>>
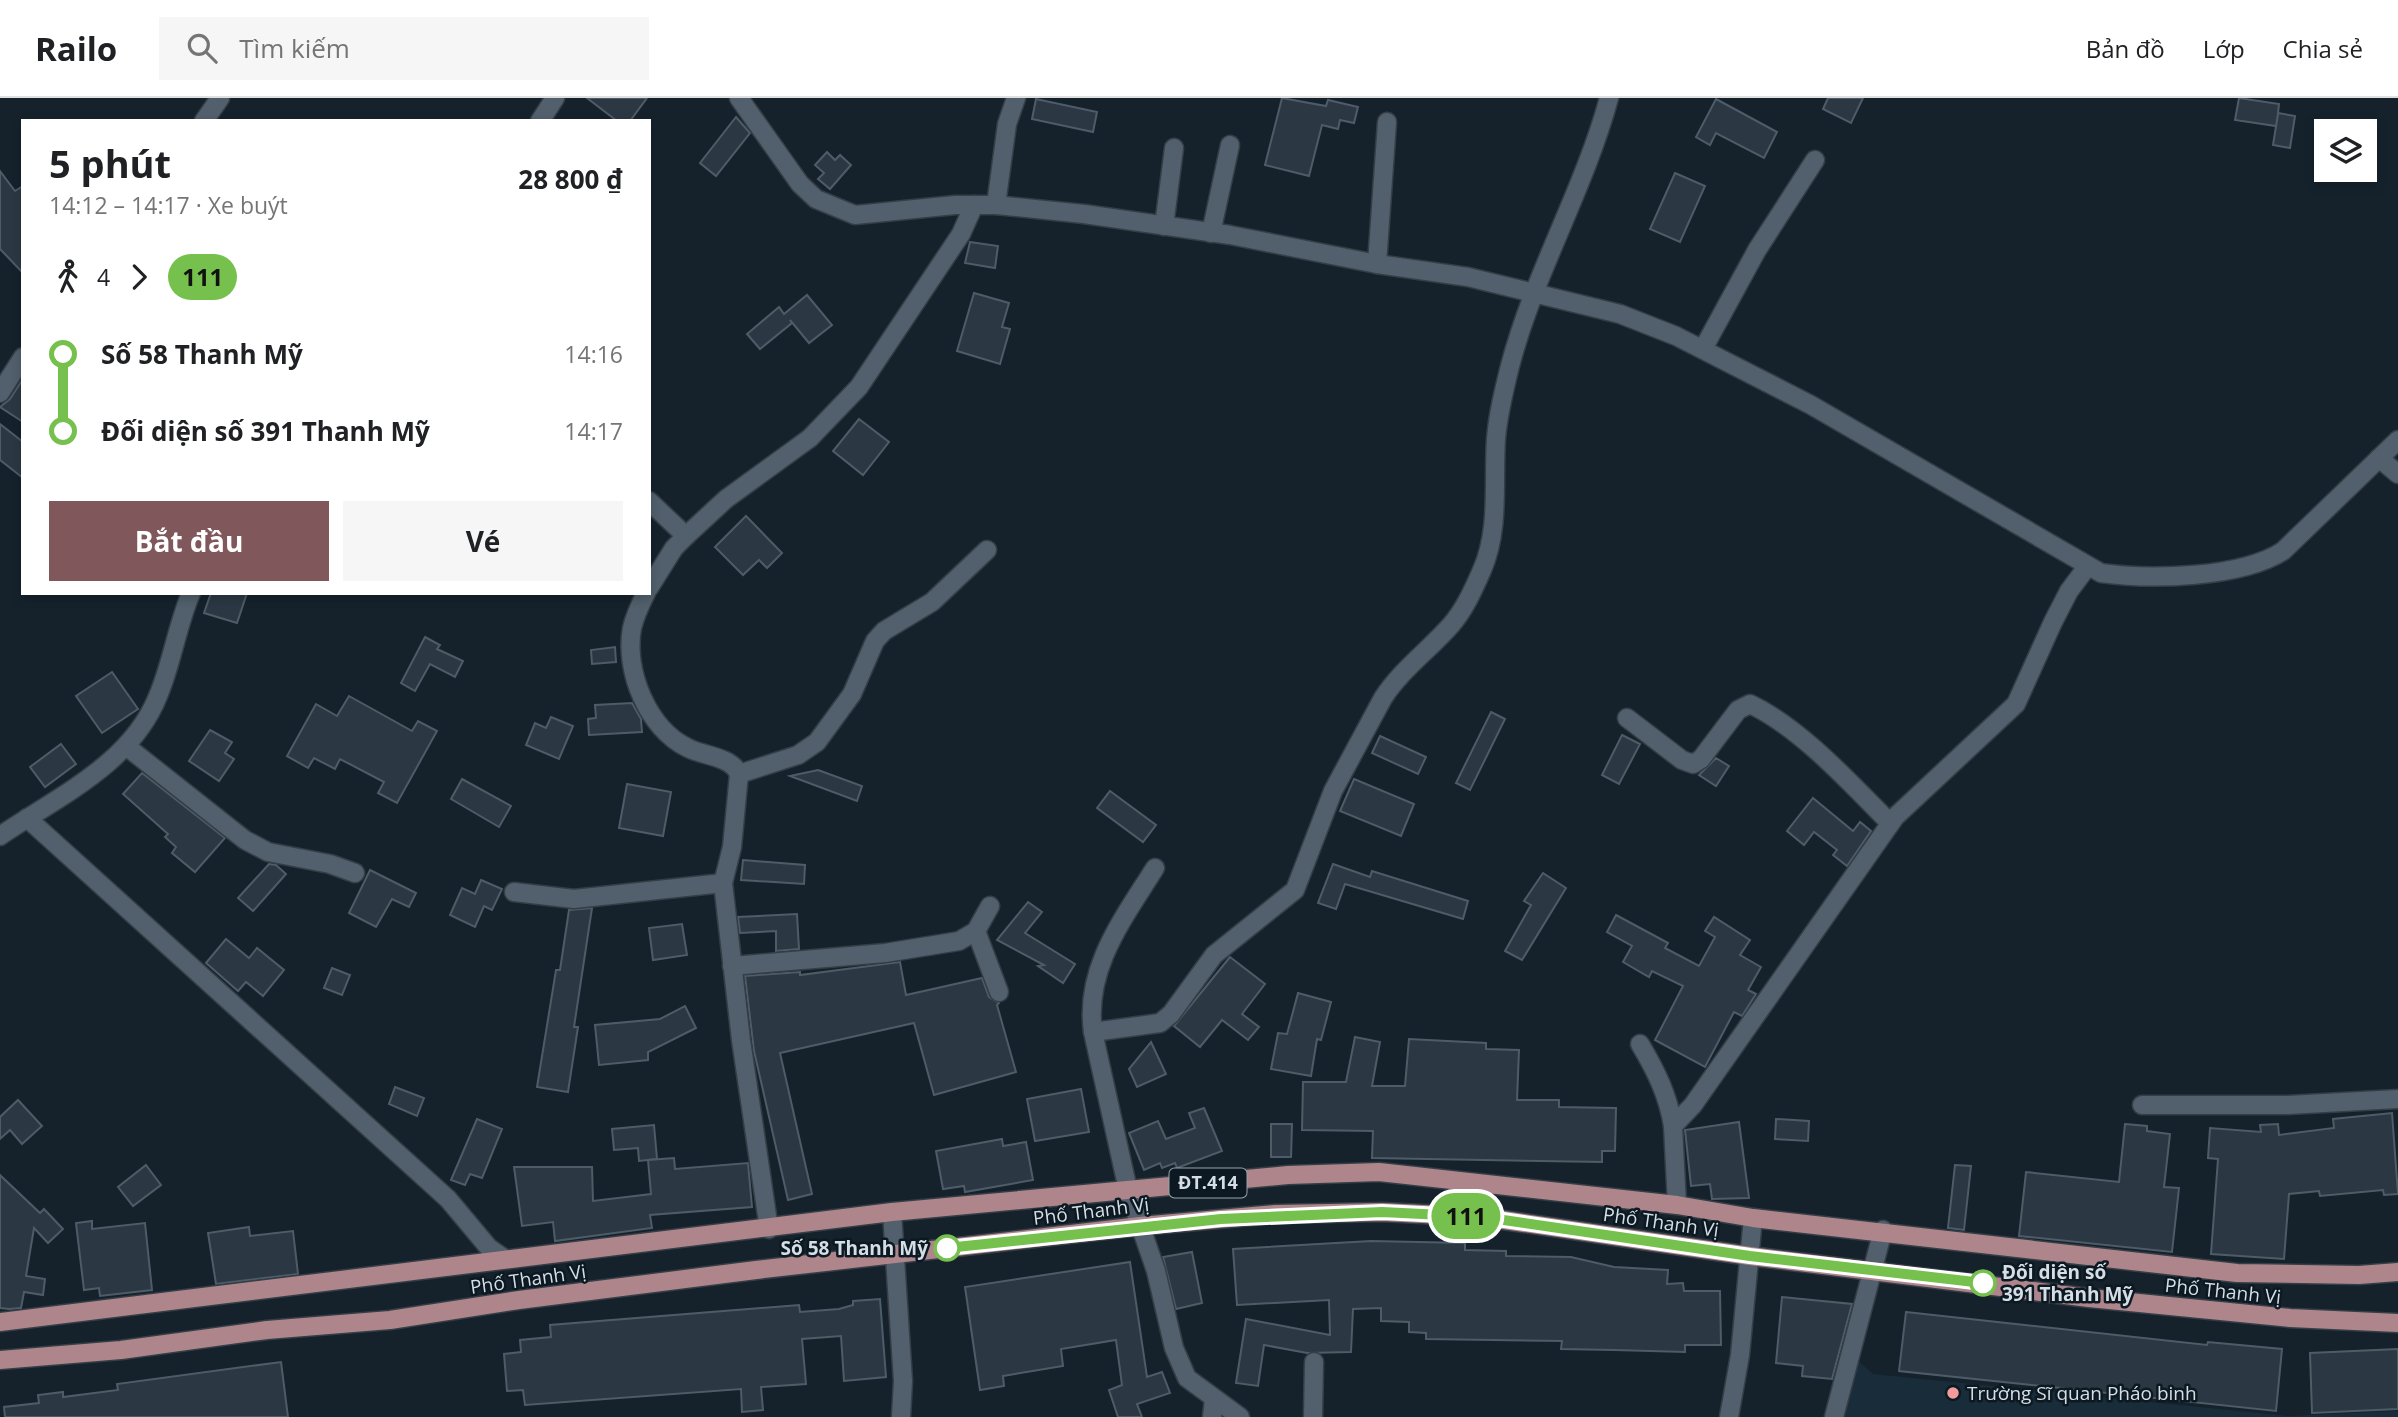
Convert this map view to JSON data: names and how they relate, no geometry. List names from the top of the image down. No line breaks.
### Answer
{"streets":{"main road":["ĐT.414","Phố Thanh Vị"]},"crossings":[["ĐT.414","Phố Thanh Vị"]],"places":["Số 58 Thanh Mỹ","Đối diện số 391 Thanh Mỹ","Trường Sĩ quan Pháo binh"],"lines":["bus line 111"],"page":{"header":"Railo","search":"Tìm kiếm","nav":["Bản đồ","Lớp","Chia sẻ"],"on_map":"111","heading":["5 phút","14:12 – 14:17 · Xe buýt","28 800 ₫"],"legs":["4","111"],"list":[{"name":"Số 58 Thanh Mỹ","value":"14:16"},{"name":"Đối diện số 391 Thanh Mỹ","value":"14:17"}],"buttons":["Bắt đầu","Vé"]}}
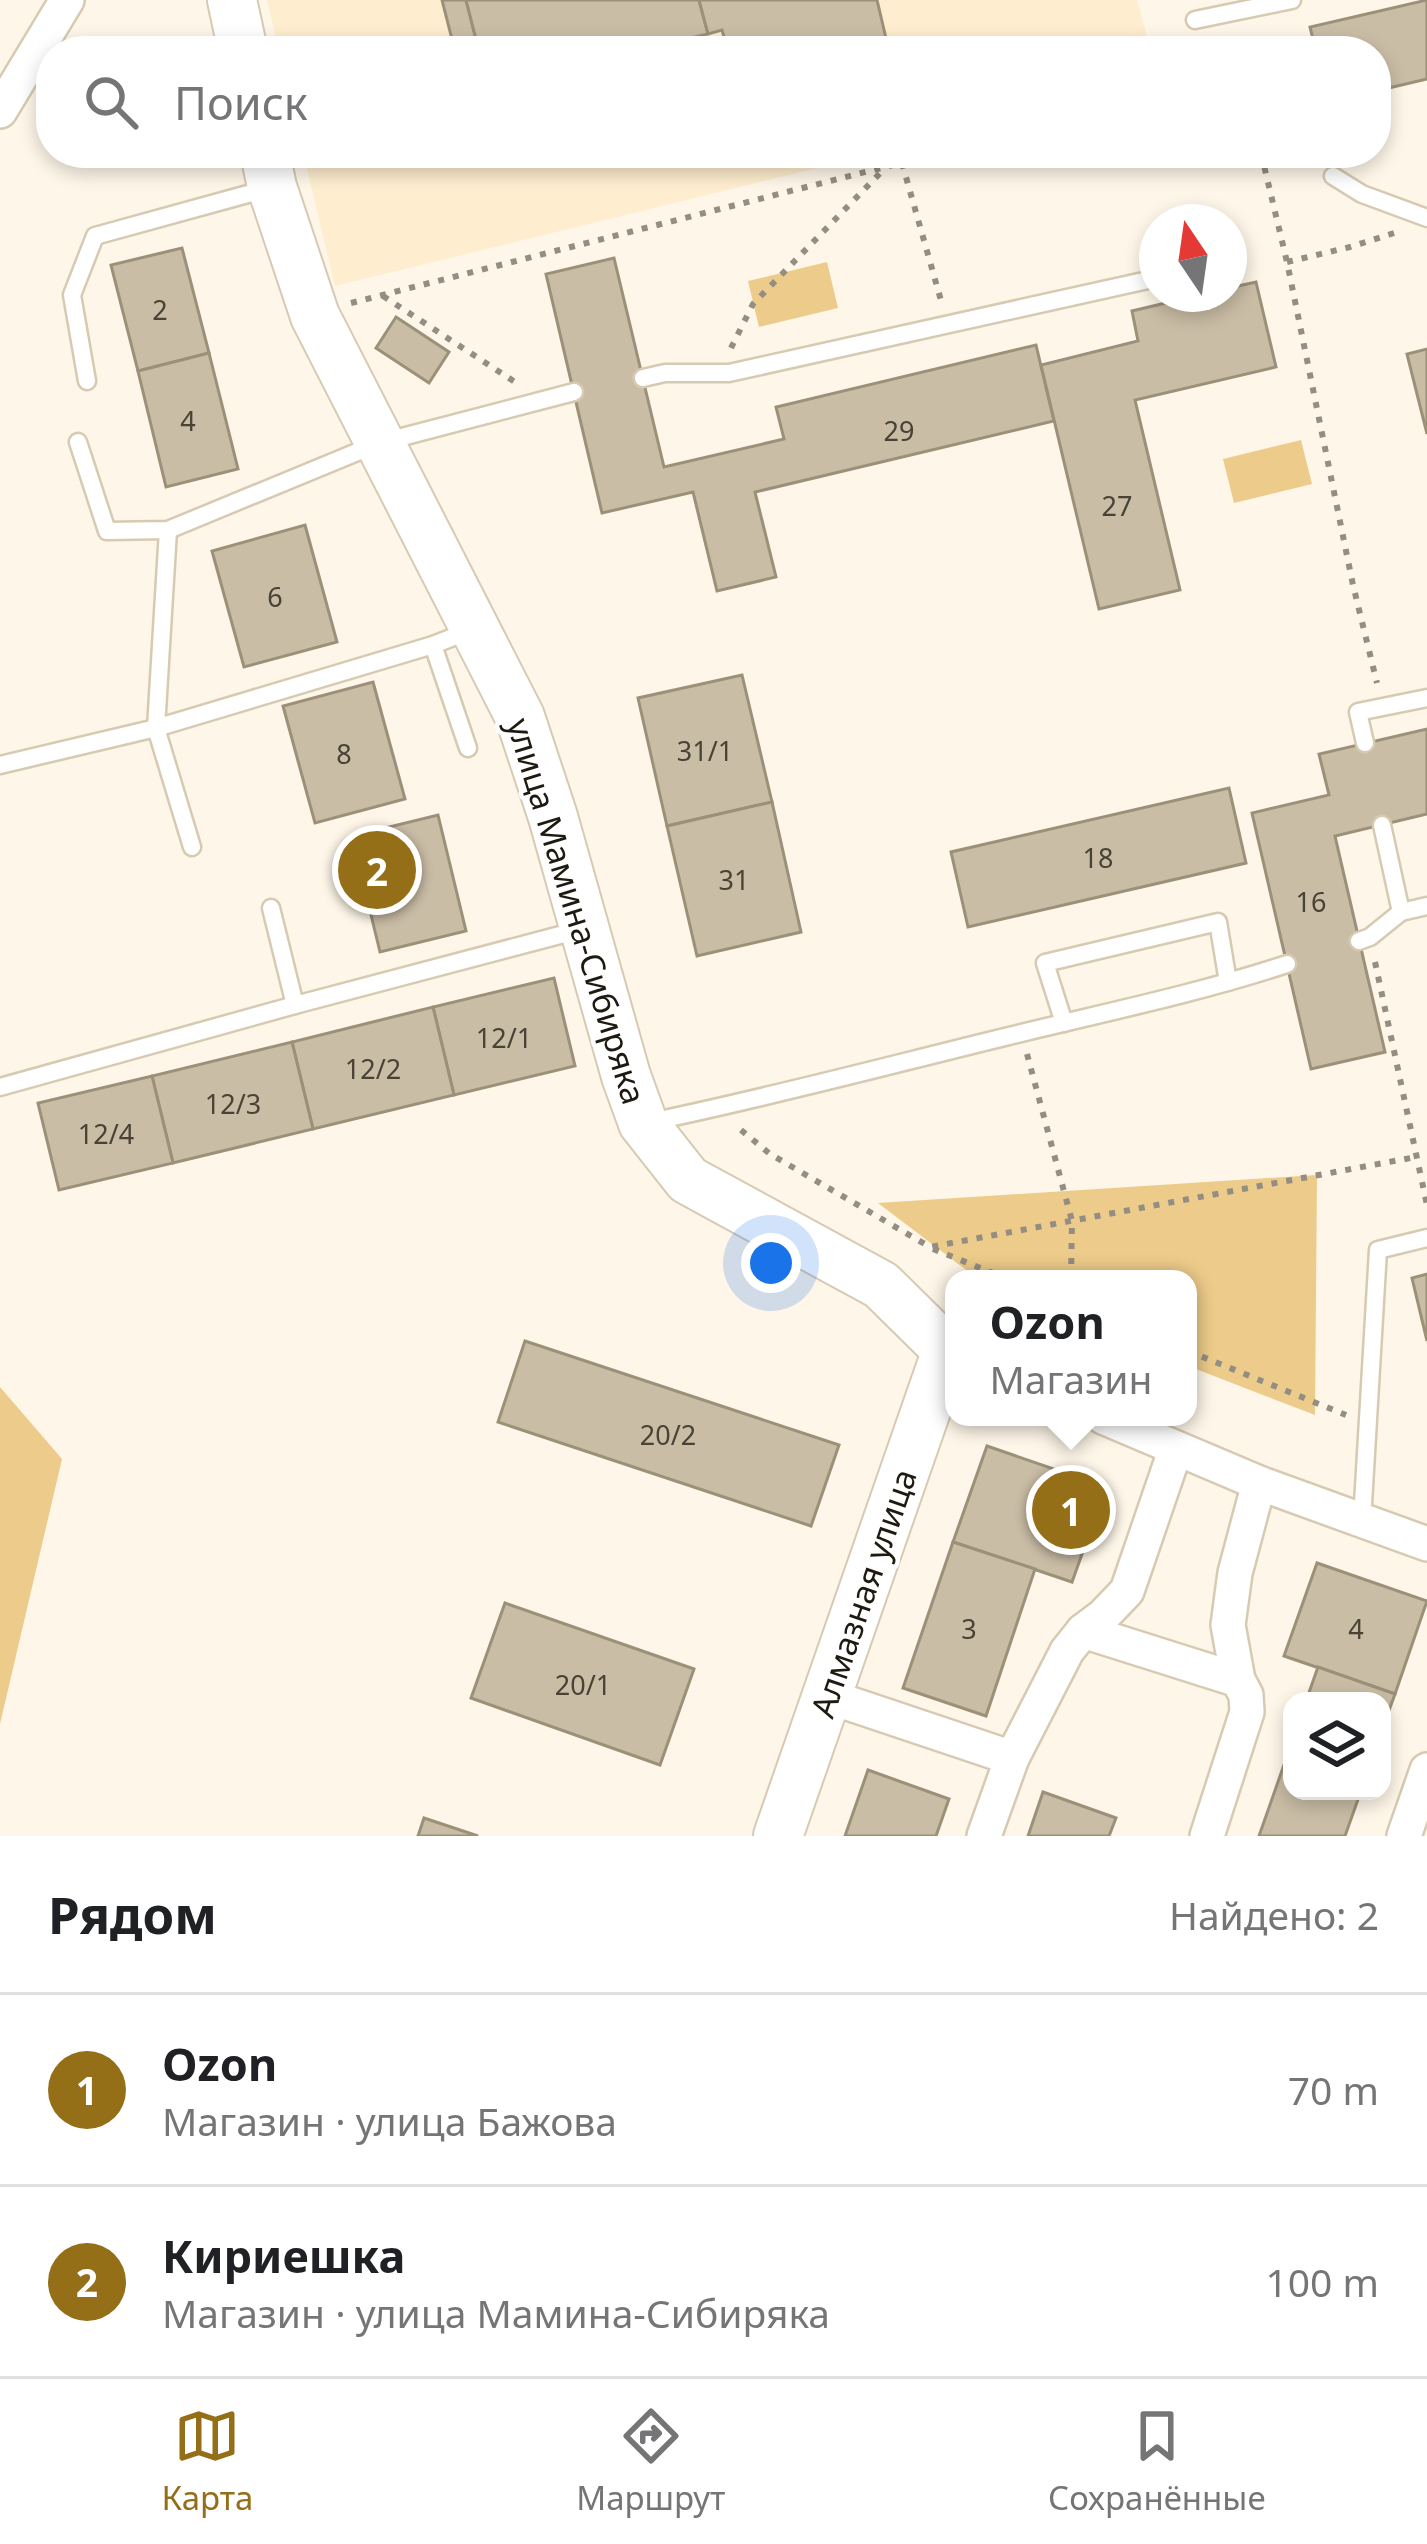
<<
Apart from the pictures, repeat the data above exactly.

Convert this map view to JSON data: names and how they relate, no geometry. List names from the top of the image down. No line breaks.
### Answer
{"streets":{"main road":["ĐT.414","Phố Thanh Vị"]},"crossings":[["ĐT.414","Phố Thanh Vị"]],"places":["Số 58 Thanh Mỹ","Đối diện số 391 Thanh Mỹ","Trường Sĩ quan Pháo binh"],"lines":["bus line 111"],"page":{"header":"Railo","search":"Tìm kiếm","nav":["Bản đồ","Lớp","Chia sẻ"],"on_map":"111","heading":["5 phút","14:12 – 14:17 · Xe buýt","28 800 ₫"],"legs":["4","111"],"list":[{"name":"Số 58 Thanh Mỹ","value":"14:16"},{"name":"Đối diện số 391 Thanh Mỹ","value":"14:17"}],"buttons":["Bắt đầu","Vé"]}}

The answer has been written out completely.